The purpose of this page is to offer access to ongoing experiments using this technique, with indication of constraints. A notable constraint is the technical limitation of the author in exploiting the possibiities. A further interest is to compare the results with previous exercises using SVG. Many of these are accessible via a separate page, arising partly from work on the Encyclopedia of World Problems and Human Potential. The following experiments were enabled by Tomáš Fülöpp.

It should be emphasized that these mapping exercises are experimental and primarily undertaken to respond to the question of the nature of any coherence underlying the array of documents on a wide range of variously interconnected subjects -- as well as the degree of implicit bias of the author. The fundamental preoccupation here is the possibility of eliciting any sense of integration amongst the wide range of topics in the light of the manner in which the documents link to each other or cite a relatively limited set of references by other authors. The extension of the approach to explicit topics is currently a secondary concern.

Given the relatively large number of items, exploring these interactive visulizations through a browser requires some attention to the degree of zoom (using that browser facility) appropriate in any given case, especially given the manner in which the viewing window may be affected by zooming.

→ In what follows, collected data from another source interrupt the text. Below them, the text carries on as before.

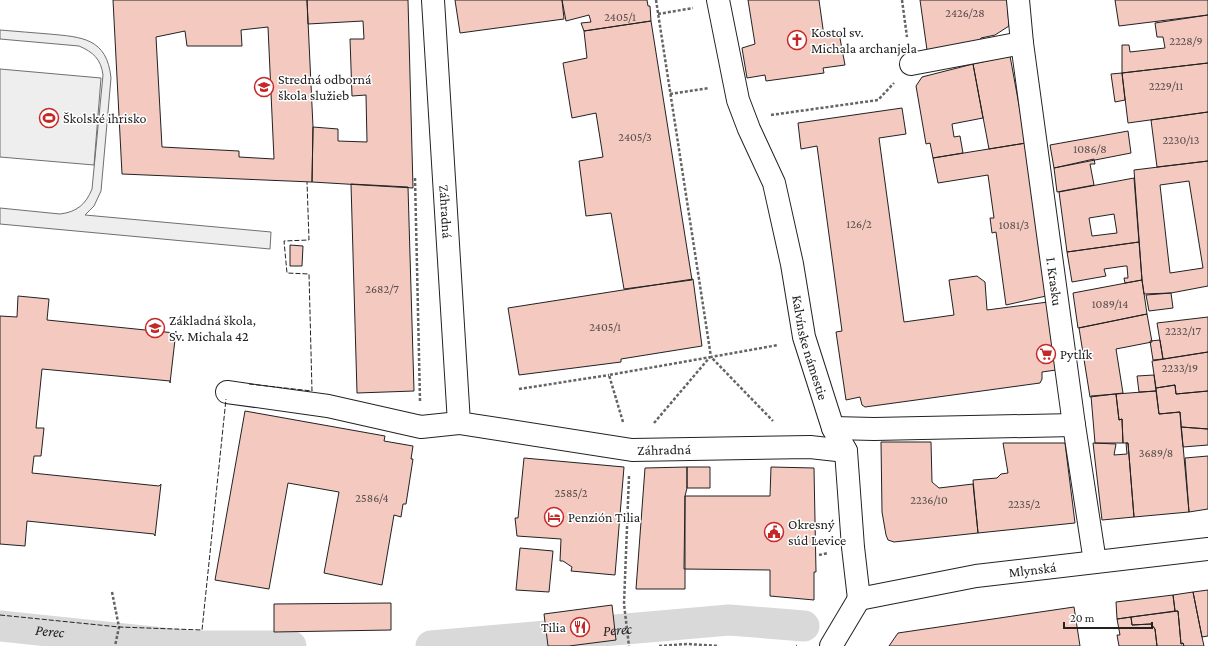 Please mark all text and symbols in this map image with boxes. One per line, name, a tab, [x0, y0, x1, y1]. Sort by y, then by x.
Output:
house number: 2426/28	[945, 6, 985, 20]
house number: 2405/1	[604, 10, 636, 24]
place label: Kostol sv. Michala archanjela	[811, 24, 918, 57]
church icon: Kostol sv. Michala archanjela	[786, 29, 808, 51]
house number: 2228/9	[1169, 34, 1203, 48]
place label: Stredná odborná škola služieb	[278, 71, 372, 103]
school or university icon: Stredná odborná škola služieb	[253, 76, 275, 98]
house number: 2229/11	[1149, 79, 1183, 93]
sports icon: Školské ihrisko	[38, 107, 60, 129]
place label: Školské ihrisko	[63, 110, 147, 126]
house number: 2405/3	[618, 130, 652, 144]
house number: 2230/13	[1162, 133, 1200, 147]
house number: 1086/8	[1073, 142, 1107, 156]
street label: Záhradná	[436, 184, 456, 240]
house number: 126/2	[846, 217, 872, 231]
house number: 1081/3	[999, 218, 1030, 232]
street label: I. Krasku	[1043, 256, 1066, 307]
house number: 2682/7	[365, 282, 399, 296]
street label: Kalvínske námestie	[789, 294, 832, 402]
house number: 1089/14	[1092, 297, 1128, 311]
place label: Základná škola, Sv. Michala 42	[169, 312, 256, 344]
school or university icon: Základná škola, Sv. Michala 42	[144, 317, 166, 339]
house number: 2405/1	[589, 320, 621, 334]
house number: 2232/17	[1165, 324, 1201, 338]
supermarket icon: Pytlík	[1035, 343, 1057, 365]
place label: Pytlík	[1060, 346, 1093, 362]
house number: 2233/19	[1162, 361, 1198, 375]
street label: Záhradná	[637, 441, 692, 458]
house number: 3689/8	[1139, 446, 1173, 460]
house number: 2585/2	[555, 486, 588, 500]
house number: 2586/4	[355, 491, 389, 505]
house number: 2236/10	[910, 493, 948, 507]
house number: 2235/2	[1008, 497, 1040, 511]
hotel icon: Penzión Tilia	[543, 506, 565, 528]
place label: Penzión Tilia	[568, 509, 641, 525]
place label: Okresný súd Levice	[788, 516, 846, 548]
public building icon: Okresný súd Levice	[763, 521, 785, 543]
street label: Mlynská	[1008, 559, 1058, 580]
scale bar	[1064, 604, 1152, 630]
text: 20 m	[1070, 611, 1095, 625]
restaurant icon: Tilia	[569, 616, 591, 638]
place label: Tilia	[541, 619, 567, 635]
water label: Perec	[602, 620, 633, 639]
water label: Perec	[35, 622, 66, 641] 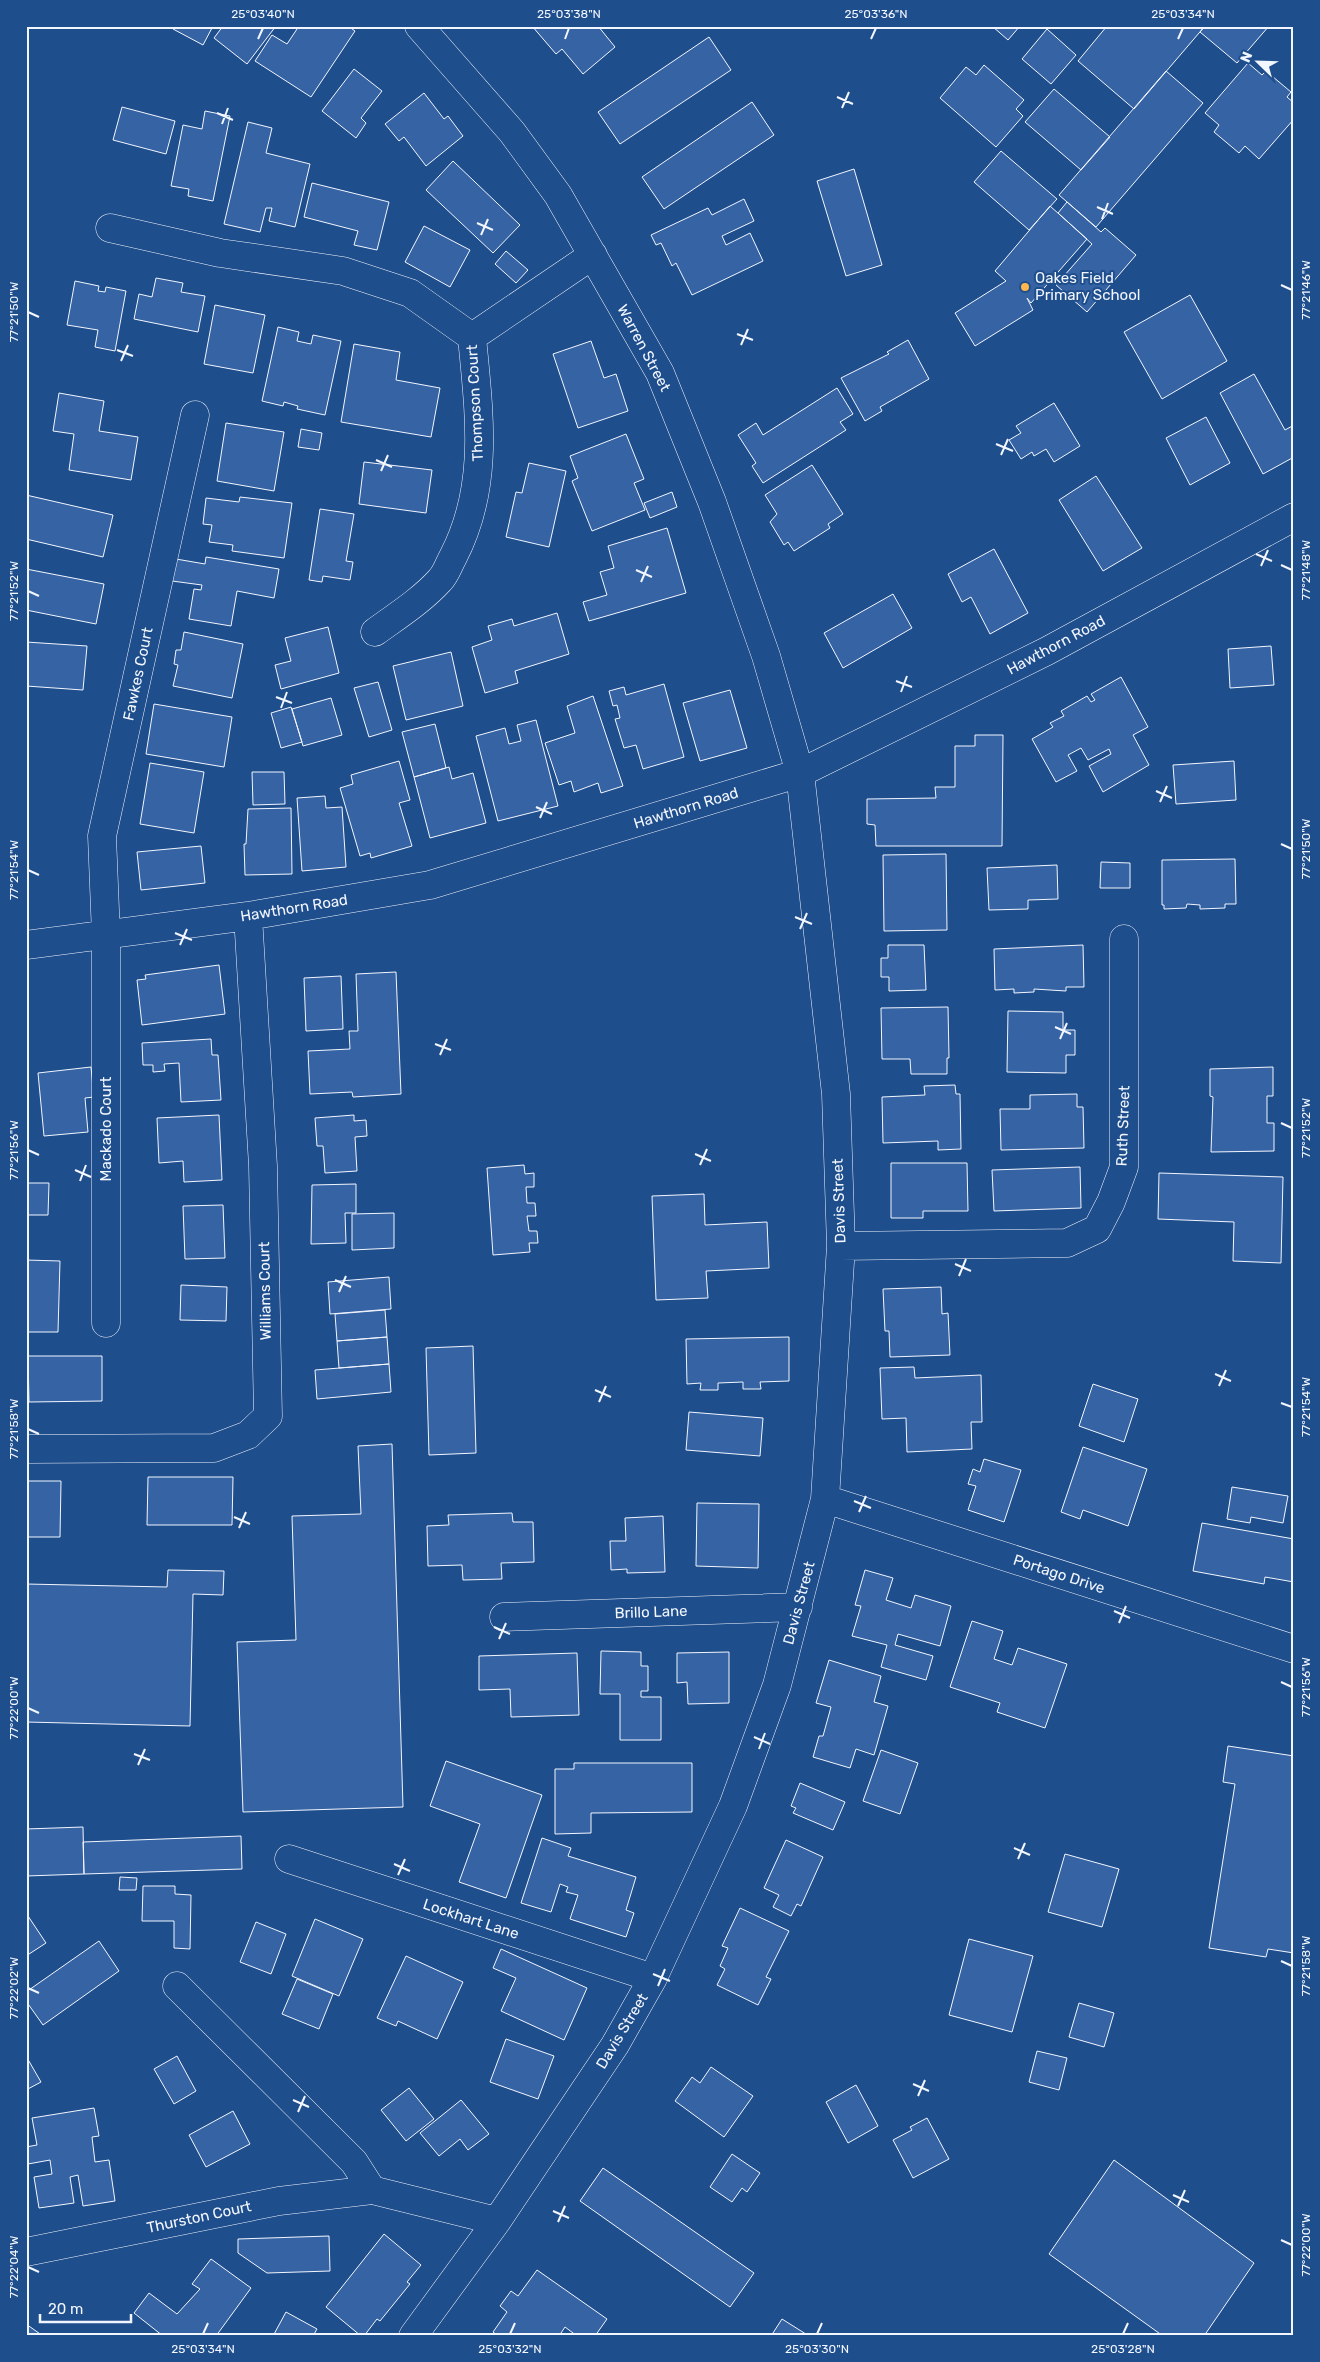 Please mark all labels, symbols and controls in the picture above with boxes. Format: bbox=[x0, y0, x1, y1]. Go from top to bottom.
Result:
text: 25°03'40"N bbox=[231, 7, 295, 21]
text: 25°03'38"N bbox=[537, 7, 601, 21]
text: 25°03'36"N bbox=[844, 7, 908, 21]
text: 25°03'34"N bbox=[1151, 7, 1215, 21]
north arrow bbox=[1232, 38, 1282, 88]
text: N bbox=[1237, 49, 1256, 65]
text: 77°21'46"W bbox=[1299, 260, 1313, 320]
place label: Oakes Field Primary School bbox=[1035, 269, 1140, 304]
text: 77°21'50"W bbox=[7, 281, 21, 342]
marker: Oakes Field Primary School bbox=[1019, 281, 1031, 293]
street label: Warren Street bbox=[614, 302, 674, 395]
street label: Thompson Court bbox=[463, 344, 487, 462]
text: 77°21'48"W bbox=[1299, 539, 1313, 600]
text: 77°21'52"W bbox=[7, 561, 21, 621]
street label: Hawthorn Road bbox=[1004, 612, 1108, 678]
street label: Fawkes Court bbox=[119, 626, 157, 722]
street label: Hawthorn Road bbox=[631, 784, 741, 832]
text: 77°21'50"W bbox=[1299, 818, 1313, 879]
text: 77°21'54"W bbox=[7, 840, 21, 900]
street label: Hawthorn Road bbox=[239, 891, 349, 925]
street label: Mackado Court bbox=[97, 1076, 115, 1181]
street label: Ruth Street bbox=[1113, 1085, 1133, 1167]
text: 77°21'52"W bbox=[1299, 1098, 1313, 1158]
text: 77°21'56"W bbox=[7, 1120, 21, 1180]
street label: Davis Street bbox=[829, 1158, 849, 1244]
street label: Williams Court bbox=[255, 1241, 275, 1341]
text: 77°21'54"W bbox=[1299, 1377, 1313, 1437]
text: 77°21'58"W bbox=[7, 1398, 21, 1459]
street label: Portago Drive bbox=[1011, 1551, 1107, 1597]
street label: Davis Street bbox=[779, 1559, 819, 1646]
street label: Brillo Lane bbox=[614, 1602, 688, 1622]
text: 77°21'56"W bbox=[1299, 1657, 1313, 1717]
text: 77°22'00"W bbox=[7, 1676, 21, 1740]
street label: Lockhart Lane bbox=[421, 1895, 521, 1943]
text: 77°21'58"W bbox=[1299, 1935, 1313, 1996]
text: 77°22'02"W bbox=[7, 1956, 21, 2019]
street label: Davis Street bbox=[592, 1990, 652, 2072]
street label: Thurston Court bbox=[145, 2197, 253, 2237]
text: 77°22'00"W bbox=[1299, 2213, 1313, 2277]
text: 77°22'04"W bbox=[7, 2235, 21, 2298]
scale bar bbox=[40, 2292, 131, 2324]
text: 20 m bbox=[48, 2300, 83, 2318]
text: 25°03'34"N bbox=[171, 2342, 235, 2356]
text: 25°03'32"N bbox=[478, 2342, 542, 2356]
text: 25°03'30"N bbox=[785, 2342, 849, 2356]
text: 25°03'28"N bbox=[1091, 2342, 1155, 2356]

Preliminary experiments in document relationship visualization

Visualization based on co-occurrences between authors of external references: Here the data set is based on the names of authors -- typically of books cited in the references in documents on the on the Laetus-in-Praesens website. The approach was to identify co-occurrences of authors cited in a document and to focus on those co-occurrences of highest frequency. A total of 311, 278 author pairs (from a total of 576 documents with sets of references) constituted the pool from which multiple co-occurrences were selected (naturally excluding those with a single occurrence). Expressed otherwise, the purpose was to select the pairs of authors to be found more frequently in any single document. This gives a sense of the set of authors most influential in the elaboration of the documents as a set over the years. Author names are given in popups on mouseover (with number of internal documents in which the author is referenced given in parentheses)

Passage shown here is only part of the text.